Book Synopsis Deep Learning and Physics by : Akinori Tanaka

Download or read book Deep Learning and Physics written by Akinori Tanaka and published by Springer Nature. This book was released on 2021-03-24 with total page 207 pages. Available in PDF, EPUB and Kindle. Book excerpt: What is deep learning for those who study physics? Is it completely different from physics? Or is it similar? In recent years, machine learning, including deep learning, has begun to be used in various physics studies. Why is that? Is knowing physics useful in machine learning? Conversely, is knowing machine learning useful in physics? This book is devoted to answers of these questions. Starting with basic ideas of physics, neural networks are derived naturally. And you can learn the concepts of deep learning through the words of physics. In fact, the foundation of machine learning can be attributed to physical concepts. Hamiltonians that determine physical systems characterize various machine learning structures.

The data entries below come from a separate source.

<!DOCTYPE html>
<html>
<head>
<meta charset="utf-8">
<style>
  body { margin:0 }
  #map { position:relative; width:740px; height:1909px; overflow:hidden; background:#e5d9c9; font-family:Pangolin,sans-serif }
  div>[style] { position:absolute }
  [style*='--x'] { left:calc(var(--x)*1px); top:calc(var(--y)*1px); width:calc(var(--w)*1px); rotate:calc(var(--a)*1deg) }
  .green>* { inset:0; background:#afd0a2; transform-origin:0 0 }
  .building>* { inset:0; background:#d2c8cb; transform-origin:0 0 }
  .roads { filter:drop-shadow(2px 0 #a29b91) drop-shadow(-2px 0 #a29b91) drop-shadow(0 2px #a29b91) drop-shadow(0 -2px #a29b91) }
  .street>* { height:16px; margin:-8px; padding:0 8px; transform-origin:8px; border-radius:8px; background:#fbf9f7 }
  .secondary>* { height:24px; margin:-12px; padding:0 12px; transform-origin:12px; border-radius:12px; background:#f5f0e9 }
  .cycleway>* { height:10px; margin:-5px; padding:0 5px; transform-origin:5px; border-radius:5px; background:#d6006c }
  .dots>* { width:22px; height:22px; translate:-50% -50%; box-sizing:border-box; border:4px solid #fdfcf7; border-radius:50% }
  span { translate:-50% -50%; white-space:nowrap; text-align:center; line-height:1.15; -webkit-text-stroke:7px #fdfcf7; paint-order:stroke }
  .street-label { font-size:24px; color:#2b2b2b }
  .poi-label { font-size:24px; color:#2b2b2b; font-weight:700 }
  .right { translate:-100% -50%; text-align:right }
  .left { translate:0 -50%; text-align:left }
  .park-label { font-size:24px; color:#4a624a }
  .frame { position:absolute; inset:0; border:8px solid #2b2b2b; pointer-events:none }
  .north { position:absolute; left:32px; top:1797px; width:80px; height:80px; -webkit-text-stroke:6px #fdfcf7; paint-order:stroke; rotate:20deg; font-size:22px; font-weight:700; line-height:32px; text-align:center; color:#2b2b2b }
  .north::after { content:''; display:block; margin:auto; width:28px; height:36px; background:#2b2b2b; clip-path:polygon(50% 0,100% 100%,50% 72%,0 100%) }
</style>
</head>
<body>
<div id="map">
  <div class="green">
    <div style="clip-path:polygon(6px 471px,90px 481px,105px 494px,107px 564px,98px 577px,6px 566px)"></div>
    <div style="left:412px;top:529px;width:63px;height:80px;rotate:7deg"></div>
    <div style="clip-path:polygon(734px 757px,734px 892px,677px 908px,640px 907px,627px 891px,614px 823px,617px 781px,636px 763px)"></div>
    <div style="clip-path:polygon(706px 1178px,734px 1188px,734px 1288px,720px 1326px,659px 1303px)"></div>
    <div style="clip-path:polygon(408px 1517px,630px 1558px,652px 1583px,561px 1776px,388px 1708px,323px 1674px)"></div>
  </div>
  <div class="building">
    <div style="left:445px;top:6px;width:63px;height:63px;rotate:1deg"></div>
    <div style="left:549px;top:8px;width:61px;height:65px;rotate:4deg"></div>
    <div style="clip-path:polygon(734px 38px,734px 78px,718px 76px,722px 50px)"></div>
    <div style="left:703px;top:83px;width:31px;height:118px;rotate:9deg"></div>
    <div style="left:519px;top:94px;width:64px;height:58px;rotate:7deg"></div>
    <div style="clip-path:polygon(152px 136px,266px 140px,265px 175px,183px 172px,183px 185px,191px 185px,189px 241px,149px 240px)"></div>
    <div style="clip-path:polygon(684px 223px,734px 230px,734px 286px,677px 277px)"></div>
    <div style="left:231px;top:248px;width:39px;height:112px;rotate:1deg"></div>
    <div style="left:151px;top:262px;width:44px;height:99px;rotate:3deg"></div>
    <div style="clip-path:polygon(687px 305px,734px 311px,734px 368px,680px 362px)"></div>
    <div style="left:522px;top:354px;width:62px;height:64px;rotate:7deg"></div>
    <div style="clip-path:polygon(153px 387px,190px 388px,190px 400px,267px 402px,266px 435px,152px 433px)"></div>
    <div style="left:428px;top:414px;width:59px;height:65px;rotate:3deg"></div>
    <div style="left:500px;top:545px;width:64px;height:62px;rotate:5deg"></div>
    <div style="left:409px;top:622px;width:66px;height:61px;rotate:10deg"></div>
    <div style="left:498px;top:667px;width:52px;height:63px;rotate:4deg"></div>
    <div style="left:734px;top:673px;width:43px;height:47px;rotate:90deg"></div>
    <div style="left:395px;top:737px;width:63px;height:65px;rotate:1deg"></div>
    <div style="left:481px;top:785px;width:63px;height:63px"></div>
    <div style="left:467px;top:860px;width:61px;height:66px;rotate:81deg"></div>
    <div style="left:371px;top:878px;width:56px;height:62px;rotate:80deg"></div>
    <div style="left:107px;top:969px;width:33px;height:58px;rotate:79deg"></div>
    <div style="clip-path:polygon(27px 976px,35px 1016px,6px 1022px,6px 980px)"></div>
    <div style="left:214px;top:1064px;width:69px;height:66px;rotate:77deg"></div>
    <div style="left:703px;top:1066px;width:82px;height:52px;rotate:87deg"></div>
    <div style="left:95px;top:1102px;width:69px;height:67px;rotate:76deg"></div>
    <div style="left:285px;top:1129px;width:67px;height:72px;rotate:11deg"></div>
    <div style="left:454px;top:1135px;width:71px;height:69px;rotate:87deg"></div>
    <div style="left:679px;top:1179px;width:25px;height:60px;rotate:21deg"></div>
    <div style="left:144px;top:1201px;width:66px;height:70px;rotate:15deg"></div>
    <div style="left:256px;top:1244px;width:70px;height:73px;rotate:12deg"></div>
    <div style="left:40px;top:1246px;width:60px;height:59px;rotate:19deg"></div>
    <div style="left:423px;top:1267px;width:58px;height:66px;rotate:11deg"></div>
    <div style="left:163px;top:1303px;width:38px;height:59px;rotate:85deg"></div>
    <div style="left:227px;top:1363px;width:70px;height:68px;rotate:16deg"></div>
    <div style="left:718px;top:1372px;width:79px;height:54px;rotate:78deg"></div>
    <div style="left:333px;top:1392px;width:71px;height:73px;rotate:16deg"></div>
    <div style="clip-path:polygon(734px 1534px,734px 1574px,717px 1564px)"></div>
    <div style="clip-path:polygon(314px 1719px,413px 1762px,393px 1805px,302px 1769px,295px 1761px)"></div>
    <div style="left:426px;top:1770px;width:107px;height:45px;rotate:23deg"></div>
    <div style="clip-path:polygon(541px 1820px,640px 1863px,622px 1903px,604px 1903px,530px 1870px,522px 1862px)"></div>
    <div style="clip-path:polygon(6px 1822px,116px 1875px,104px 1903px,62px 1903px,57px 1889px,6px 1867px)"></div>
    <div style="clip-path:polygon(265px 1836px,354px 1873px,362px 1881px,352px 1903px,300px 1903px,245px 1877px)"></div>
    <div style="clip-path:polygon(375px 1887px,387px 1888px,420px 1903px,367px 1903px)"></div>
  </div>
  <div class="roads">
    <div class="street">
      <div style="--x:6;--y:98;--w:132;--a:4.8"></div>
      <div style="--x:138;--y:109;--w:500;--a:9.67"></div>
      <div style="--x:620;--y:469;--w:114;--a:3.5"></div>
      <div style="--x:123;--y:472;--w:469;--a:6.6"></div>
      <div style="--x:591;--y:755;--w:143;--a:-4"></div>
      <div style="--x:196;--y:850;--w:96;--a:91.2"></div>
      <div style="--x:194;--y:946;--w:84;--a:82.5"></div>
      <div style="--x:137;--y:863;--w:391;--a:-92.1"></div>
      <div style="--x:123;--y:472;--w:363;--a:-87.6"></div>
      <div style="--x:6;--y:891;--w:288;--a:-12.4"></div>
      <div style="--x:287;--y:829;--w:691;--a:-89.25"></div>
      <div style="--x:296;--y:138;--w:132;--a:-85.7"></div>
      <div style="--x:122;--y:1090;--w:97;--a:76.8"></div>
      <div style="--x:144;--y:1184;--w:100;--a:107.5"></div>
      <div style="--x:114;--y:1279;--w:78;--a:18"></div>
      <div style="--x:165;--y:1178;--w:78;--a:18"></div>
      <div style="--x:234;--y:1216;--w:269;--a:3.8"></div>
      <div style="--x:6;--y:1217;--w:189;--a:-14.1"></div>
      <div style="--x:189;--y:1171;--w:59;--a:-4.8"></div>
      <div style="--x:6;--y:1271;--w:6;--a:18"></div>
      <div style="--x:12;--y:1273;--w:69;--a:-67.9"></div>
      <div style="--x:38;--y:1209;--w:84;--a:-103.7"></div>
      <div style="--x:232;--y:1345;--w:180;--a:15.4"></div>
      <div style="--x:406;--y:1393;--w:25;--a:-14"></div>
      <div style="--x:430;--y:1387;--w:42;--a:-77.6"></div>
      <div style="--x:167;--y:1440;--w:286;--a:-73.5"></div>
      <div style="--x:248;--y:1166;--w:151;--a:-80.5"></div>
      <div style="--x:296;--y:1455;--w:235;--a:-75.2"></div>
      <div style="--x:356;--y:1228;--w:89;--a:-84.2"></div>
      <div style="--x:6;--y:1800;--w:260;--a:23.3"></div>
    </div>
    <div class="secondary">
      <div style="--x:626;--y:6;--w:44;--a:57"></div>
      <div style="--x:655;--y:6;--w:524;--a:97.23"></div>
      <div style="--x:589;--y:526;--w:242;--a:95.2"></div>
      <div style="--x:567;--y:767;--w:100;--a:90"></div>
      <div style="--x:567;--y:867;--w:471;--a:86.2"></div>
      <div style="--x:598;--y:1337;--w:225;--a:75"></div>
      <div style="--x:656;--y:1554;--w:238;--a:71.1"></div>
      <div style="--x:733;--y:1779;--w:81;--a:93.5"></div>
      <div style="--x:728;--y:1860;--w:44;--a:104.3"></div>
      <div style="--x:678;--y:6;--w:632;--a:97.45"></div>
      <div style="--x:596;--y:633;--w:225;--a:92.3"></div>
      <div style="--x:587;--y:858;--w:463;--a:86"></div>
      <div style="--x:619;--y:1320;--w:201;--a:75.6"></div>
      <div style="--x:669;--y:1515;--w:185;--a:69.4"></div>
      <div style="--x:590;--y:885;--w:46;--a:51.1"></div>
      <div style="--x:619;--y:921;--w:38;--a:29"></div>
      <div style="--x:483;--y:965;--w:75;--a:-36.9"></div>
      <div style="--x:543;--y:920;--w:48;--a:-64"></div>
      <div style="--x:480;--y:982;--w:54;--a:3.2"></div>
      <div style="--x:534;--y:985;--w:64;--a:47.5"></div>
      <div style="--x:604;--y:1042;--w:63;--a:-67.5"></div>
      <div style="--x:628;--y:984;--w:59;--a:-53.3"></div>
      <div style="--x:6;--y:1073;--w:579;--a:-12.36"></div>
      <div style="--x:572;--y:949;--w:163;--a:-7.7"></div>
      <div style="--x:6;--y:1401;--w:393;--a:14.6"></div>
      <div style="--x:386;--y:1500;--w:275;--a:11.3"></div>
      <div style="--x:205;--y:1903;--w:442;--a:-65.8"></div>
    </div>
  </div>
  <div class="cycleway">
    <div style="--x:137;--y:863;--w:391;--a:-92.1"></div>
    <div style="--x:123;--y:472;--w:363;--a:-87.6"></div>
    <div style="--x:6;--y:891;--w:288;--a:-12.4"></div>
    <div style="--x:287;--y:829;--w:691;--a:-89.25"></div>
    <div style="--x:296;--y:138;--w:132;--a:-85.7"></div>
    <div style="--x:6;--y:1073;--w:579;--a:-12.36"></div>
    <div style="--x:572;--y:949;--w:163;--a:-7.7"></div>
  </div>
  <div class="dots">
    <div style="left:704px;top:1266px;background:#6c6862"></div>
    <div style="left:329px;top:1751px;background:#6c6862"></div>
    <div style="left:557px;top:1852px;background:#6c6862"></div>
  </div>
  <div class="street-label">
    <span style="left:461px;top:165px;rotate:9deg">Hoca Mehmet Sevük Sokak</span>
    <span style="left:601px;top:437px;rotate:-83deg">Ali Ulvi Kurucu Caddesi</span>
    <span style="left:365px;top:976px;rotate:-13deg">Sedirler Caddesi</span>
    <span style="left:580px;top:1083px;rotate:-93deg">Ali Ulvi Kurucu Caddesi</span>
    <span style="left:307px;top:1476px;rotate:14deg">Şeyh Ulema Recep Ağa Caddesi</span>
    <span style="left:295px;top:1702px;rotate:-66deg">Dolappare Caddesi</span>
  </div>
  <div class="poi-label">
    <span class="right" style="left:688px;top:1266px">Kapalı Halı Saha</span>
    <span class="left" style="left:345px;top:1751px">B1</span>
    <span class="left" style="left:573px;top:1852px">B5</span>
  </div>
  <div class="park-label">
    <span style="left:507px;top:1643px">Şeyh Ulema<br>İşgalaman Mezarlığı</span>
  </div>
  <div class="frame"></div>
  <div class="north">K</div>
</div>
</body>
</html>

Statistical physics given by Hamiltonians defines machine learning by neural networks. Furthermore, solving inverse problems in physics through machine learning and generalization essentially provides progress and even revolutions in physics. For these reasons, in recent years interdisciplinary research in machine learning and physics has been expanding dramatically. This book is written for anyone who wants to learn, understand, and apply the relationship between deep learning/machine learning and physics. All that is needed to read this book are the basic concepts in physics: energy and Hamiltonians. The concepts of statistical mechanics and the bracket notation of quantum mechanics, which are explained in columns, are used to explain deep learning frameworks. We encourage you to explore this new active field of machine learning and physics, with this book as a map of the continent to be explored.